The Syrian offshoot of the PKK terrorist group formed a new terror outfit comprising of foreign terrorists on Wednesday, including those of Armenian descent, in areas it occupies within territories of Syria.

The terrorist group founded by the People's Protection Forces (YPG) was named after Armenian terrorist Nubar Ozanyan and formed in the wake of France declaring April 24 as a day of commemoration of the events of 1915.

The YPG/PKK declared the organization's intention to be "the defense of Rojava against Turkey," referring to the predominantly Kurdish northern and eastern Syria currently occupied by the terrorist group, and that it embraced the terrorist Armenian Secret Army for the Liberation of Armenia (ASALA) as its precursor.

Accordingly, the so-called battalion comprised of 90 fighters will operate in northern Syria's Qamishli, Hassakah, Ras al-Ain, Amude, Tal Abyad and Ain al-Arab.

In its more than 30-year terror campaign against Turkey, the PKK -- listed as a terrorist organization by Turkey, the U.S. and the EU -- has been responsible for the deaths of nearly 40,000 people, including women and children.

Founded in 1975 in Beirut, Lebanon, during the Lebanese Civil War, ASALA is responsible for hundreds of bloody terror acts.

During 1975-1984, ASALA killed over 30 Turkish diplomats and officials in various attacks. The Armenian terrorist acts intensified from 1980 to 1983, when 580 of the 699 attacks occurred. The terrorist attacks ended in 1986.

The attack at Esenboğa airport on Aug. 7, 1982, was one of the most notorious attacks of ASALA, as the group targeted non-diplomat civilians for the first time.

Nine people died and over 80 were injured when two terrorists opened fire in a crowded passenger waiting area of the airport in the Turkish capital Ankara.

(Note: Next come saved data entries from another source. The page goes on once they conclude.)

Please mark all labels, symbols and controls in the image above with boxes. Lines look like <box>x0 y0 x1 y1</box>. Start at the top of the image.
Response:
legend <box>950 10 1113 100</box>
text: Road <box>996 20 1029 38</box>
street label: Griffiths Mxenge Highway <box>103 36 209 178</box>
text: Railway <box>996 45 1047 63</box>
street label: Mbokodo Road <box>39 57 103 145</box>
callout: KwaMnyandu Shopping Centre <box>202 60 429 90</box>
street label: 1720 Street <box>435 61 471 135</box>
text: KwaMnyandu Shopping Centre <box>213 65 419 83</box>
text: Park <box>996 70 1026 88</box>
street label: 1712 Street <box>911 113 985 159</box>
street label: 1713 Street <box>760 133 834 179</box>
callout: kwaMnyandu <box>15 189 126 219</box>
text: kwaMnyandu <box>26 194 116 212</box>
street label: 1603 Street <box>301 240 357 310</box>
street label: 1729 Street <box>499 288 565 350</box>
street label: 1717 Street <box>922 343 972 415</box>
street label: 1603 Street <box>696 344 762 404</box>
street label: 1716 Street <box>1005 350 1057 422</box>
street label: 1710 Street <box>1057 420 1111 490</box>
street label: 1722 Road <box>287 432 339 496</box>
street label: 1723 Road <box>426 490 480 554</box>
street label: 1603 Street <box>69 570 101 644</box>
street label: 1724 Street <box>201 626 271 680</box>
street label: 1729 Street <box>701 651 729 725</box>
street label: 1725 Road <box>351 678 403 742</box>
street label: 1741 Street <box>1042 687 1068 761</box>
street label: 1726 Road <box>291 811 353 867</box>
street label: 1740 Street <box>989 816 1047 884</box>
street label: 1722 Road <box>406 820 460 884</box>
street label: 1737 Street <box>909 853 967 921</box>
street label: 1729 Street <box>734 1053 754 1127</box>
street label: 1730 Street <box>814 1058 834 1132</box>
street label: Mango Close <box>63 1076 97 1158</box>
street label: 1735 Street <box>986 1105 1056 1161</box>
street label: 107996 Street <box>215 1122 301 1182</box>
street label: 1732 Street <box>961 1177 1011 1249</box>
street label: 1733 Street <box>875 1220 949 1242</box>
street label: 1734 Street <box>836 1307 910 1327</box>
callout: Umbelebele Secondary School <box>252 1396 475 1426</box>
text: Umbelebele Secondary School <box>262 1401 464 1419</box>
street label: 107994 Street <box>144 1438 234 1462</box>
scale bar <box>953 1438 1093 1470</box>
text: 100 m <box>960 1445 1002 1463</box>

The 1981 and 1983 Paris attacks are among the group's other notable acts. ASALA terrorists held 56 people hostage for 15 hours during Turkish Consulate attack in 1981, while a suitcase bomb killed eight people – most of them non-Turks – in 1983 at a Turkish Airlines check-in desk at Paris Orly Airport.

Ozanyan was killed in 2017, fighting for the YPG/PKK as the so-called Middle East commander of the outlawed Communist Party of Turkey/Marxist–Leninist (TKP/ML TIKKO), a sub-group which carried out assassinations and bombings and clashes with security forces in Turkey.

Turkey's position on the events of 1915 is that the deaths of Armenians in eastern Anatolia took place when some sided with invading Russians and revolted against Ottoman forces. A subsequent relocation of Armenians to Syria, then part of the Ottoman Empire and relatively far from the Eastern Front, resulted in numerous casualties. Syria houses a significant Armenian population including the descendants of Ottoman Armenians relocated to the country.

Turkey objects to the presentation of these incidents as "genocide," describing them as a tragedy in which both sides suffered casualties.